▶ _EXERCISE DETAILS_
What is printed must match, line for line, the records from their first line through the line containing "position:absolute; left:18px; top:18px;", with pictures left out.

▶ _GIVEN RECORDS_
+++
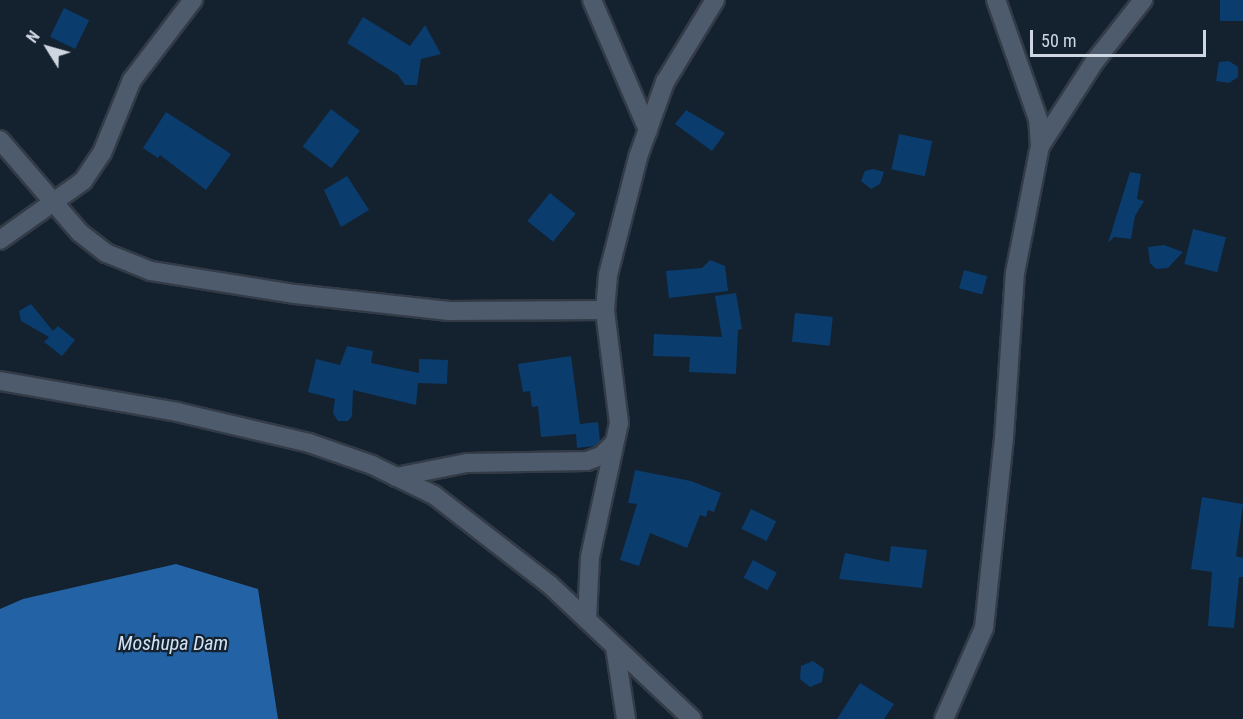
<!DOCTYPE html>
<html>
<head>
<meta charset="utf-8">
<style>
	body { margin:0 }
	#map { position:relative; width:1243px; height:719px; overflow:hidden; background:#14212f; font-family:"Roboto Condensed",sans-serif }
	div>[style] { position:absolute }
	.water>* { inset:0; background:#2363a5 }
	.building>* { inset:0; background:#0a3d6e; transform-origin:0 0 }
	.roads { filter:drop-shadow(2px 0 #333b47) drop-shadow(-2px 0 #333b47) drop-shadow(0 2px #333b47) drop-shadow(0 -2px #333b47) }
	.minor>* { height:18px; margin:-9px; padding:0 9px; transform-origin:9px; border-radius:9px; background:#4d5b6c }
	span { translate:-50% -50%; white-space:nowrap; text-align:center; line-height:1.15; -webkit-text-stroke:4.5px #14212f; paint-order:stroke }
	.water-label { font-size:20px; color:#d2e2f4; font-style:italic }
	.north { position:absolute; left:18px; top:18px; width:60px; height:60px; -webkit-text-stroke:4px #14212f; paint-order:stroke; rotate:307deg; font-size:16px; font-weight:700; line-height:24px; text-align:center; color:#ced7e1 }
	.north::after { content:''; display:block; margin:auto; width:21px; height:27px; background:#ced7e1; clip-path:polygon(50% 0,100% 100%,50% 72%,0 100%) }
	.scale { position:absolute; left:1030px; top:30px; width:176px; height:27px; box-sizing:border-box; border:3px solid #ced7e1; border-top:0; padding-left:8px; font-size:18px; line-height:21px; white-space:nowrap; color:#ced7e1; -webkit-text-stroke:4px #14212f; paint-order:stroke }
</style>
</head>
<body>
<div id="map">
	<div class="water">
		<i style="clip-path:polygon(176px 564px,258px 589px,278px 719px,0 719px,0 609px,23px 599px)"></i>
	</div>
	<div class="building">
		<i style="left:1220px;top:0;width:23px;height:21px"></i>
		<i style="left:64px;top:8px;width:28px;height:32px;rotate:26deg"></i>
		<i style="clip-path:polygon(363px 17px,410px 46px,425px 25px,441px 54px,421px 59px,417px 85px,405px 85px,398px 75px,347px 43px)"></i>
		<i style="clip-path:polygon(1229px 61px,1238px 67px,1238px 77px,1229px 83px,1216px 81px,1219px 62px)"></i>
		<i style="left:331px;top:109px;width:36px;height:47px;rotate:37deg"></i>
		<i style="clip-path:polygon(686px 110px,725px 133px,712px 151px,675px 124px)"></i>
		<i style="clip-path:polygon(166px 112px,231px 154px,206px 190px,160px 155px,158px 158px,143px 148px)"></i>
		<i style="left:899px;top:134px;width:34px;height:36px;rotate:12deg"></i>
		<i style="clip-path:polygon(873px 169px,884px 172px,880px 184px,871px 189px,861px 181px,865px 171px)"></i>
		<i style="clip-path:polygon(1130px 172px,1141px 174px,1137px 199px,1144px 201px,1135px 216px,1131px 239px,1114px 237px,1108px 243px)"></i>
		<i style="clip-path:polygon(347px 176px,369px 210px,341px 227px,324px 190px)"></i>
		<i style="left:550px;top:193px;width:33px;height:36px;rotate:39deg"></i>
		<i style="left:1193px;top:229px;width:34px;height:36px;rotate:14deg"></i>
		<i style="clip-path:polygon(1164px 245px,1183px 252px,1168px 268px,1156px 269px,1150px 263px,1148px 247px)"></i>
		<i style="clip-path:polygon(710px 260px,725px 266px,728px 291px,669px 298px,666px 271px,702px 268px)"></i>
		<i style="left:964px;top:270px;width:24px;height:19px;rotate:15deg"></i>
		<i style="clip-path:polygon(736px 293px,742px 329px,738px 330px,736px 374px,689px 372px,690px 357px,653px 356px,654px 334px,722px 337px,715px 296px)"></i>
		<i style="clip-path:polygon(31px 304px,53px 331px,58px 326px,75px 340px,62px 356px,44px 342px,49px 337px,21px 321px,19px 311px)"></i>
		<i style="left:795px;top:313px;width:38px;height:29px;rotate:6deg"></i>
		<i style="clip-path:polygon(347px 346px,373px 351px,371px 363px,419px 373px,419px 359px,448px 360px,447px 384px,418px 383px,416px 405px,353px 390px,352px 416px,348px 421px,338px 421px,333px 413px,335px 399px,308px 392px,316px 359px,340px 365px)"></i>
		<i style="clip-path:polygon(571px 356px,580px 424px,598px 422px,600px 441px,595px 446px,577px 448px,576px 434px,541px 437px,538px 406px,532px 407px,530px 391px,523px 392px,518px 364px)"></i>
		<i style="clip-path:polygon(635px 470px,691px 481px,721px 493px,714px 512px,708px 510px,706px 517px,700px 515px,687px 548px,650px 533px,639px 566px,620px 560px,637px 504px,628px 503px)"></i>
		<i style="clip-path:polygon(1202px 497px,1243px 504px,1236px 556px,1243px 558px,1243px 577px,1239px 577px,1234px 628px,1208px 626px,1212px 572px,1191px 569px)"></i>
		<i style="left:751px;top:509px;width:28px;height:22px;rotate:26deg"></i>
		<i style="clip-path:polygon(891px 546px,927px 550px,922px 588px,839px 579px,845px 553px,889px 562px)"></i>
		<i style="left:753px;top:560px;width:27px;height:20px;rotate:28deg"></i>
		<i style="clip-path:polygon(813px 661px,824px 669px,822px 682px,810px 687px,800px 679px,801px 666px)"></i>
		<i style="clip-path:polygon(860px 683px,894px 704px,884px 719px,837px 719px)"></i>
	</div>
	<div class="roads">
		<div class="minor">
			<i style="left:592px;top:0;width:142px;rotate:66.7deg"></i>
			<i style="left:0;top:140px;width:121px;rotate:49.3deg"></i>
			<i style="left:79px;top:232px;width:34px;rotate:38deg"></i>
			<i style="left:106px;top:253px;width:48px;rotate:21.8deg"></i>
			<i style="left:151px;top:271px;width:146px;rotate:9.1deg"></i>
			<i style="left:295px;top:294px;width:155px;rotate:6.3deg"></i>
			<i style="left:449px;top:311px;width:156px;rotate:-0.4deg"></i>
			<i style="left:1040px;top:146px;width:101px;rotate:-57.1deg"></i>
			<i style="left:1095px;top:61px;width:78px;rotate:-51.8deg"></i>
			<i style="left:0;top:240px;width:102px;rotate:-35.4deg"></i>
			<i style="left:83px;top:181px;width:34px;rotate:-56deg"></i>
			<i style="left:102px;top:153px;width:79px;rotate:-67.7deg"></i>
			<i style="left:132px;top:80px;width:101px;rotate:-52.7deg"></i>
			<i style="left:0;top:381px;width:180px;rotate:9.9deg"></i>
			<i style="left:177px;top:412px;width:136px;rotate:13.2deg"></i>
			<i style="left:309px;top:443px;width:67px;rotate:19.2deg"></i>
			<i style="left:372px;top:465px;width:69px;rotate:25.8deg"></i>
			<i style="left:434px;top:495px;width:147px;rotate:37.8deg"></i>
			<i style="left:550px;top:585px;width:195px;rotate:43.3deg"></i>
			<i style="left:396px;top:477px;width:72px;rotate:-11.2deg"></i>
			<i style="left:467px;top:463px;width:120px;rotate:-1deg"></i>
			<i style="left:587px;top:461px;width:15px;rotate:-20deg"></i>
			<i style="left:601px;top:456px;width:18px;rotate:-45deg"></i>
			<i style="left:587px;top:620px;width:63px;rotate:-87.3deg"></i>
			<i style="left:590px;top:557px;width:137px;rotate:-77.8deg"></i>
			<i style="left:619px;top:423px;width:114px;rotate:-97.1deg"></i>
			<i style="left:605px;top:310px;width:35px;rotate:-85deg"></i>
			<i style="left:608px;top:275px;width:122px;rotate:-75.7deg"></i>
			<i style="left:638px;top:157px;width:80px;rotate:-70.2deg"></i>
			<i style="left:665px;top:82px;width:96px;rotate:-58.6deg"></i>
			<i style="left:615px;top:647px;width:73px;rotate:81.3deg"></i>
			<i style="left:944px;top:719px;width:99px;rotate:-66.3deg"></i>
			<i style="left:984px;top:628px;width:191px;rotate:-84deg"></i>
			<i style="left:1004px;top:438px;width:165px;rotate:-86.2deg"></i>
			<i style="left:1015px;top:273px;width:129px;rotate:-78.9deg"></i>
			<i style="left:1040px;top:146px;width:27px;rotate:-94deg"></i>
			<i style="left:1038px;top:119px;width:126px;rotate:-109.4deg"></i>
		</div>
	</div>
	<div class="water-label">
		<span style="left:173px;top:643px">Moshupa Dam</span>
	</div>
	<div class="north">N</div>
	<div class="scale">50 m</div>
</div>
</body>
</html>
+++
▶ _ANSWER BELOW_
<!DOCTYPE html>
<html>
<head>
<meta charset="utf-8">
<style>
	body { margin:0 }
	#map { position:relative; width:1243px; height:719px; overflow:hidden; background:#14212f; font-family:"Roboto Condensed",sans-serif }
	div>[style] { position:absolute }
	.water>* { inset:0; background:#2363a5 }
	.building>* { inset:0; background:#0a3d6e; transform-origin:0 0 }
	.roads { filter:drop-shadow(2px 0 #333b47) drop-shadow(-2px 0 #333b47) drop-shadow(0 2px #333b47) drop-shadow(0 -2px #333b47) }
	.minor>* { height:18px; margin:-9px; padding:0 9px; transform-origin:9px; border-radius:9px; background:#4d5b6c }
	span { translate:-50% -50%; white-space:nowrap; text-align:center; line-height:1.15; -webkit-text-stroke:4.5px #14212f; paint-order:stroke }
	.water-label { font-size:20px; color:#d2e2f4; font-style:italic }
	.north { position:absolute; left:18px; top:18px; width:60px; height:60px; -webkit-text-stroke:4px #14212f; paint-order:stroke; rotate:307deg; font-size:16px; font-weight:700; line-height:24px; text-align:center; color:#ced7e1 }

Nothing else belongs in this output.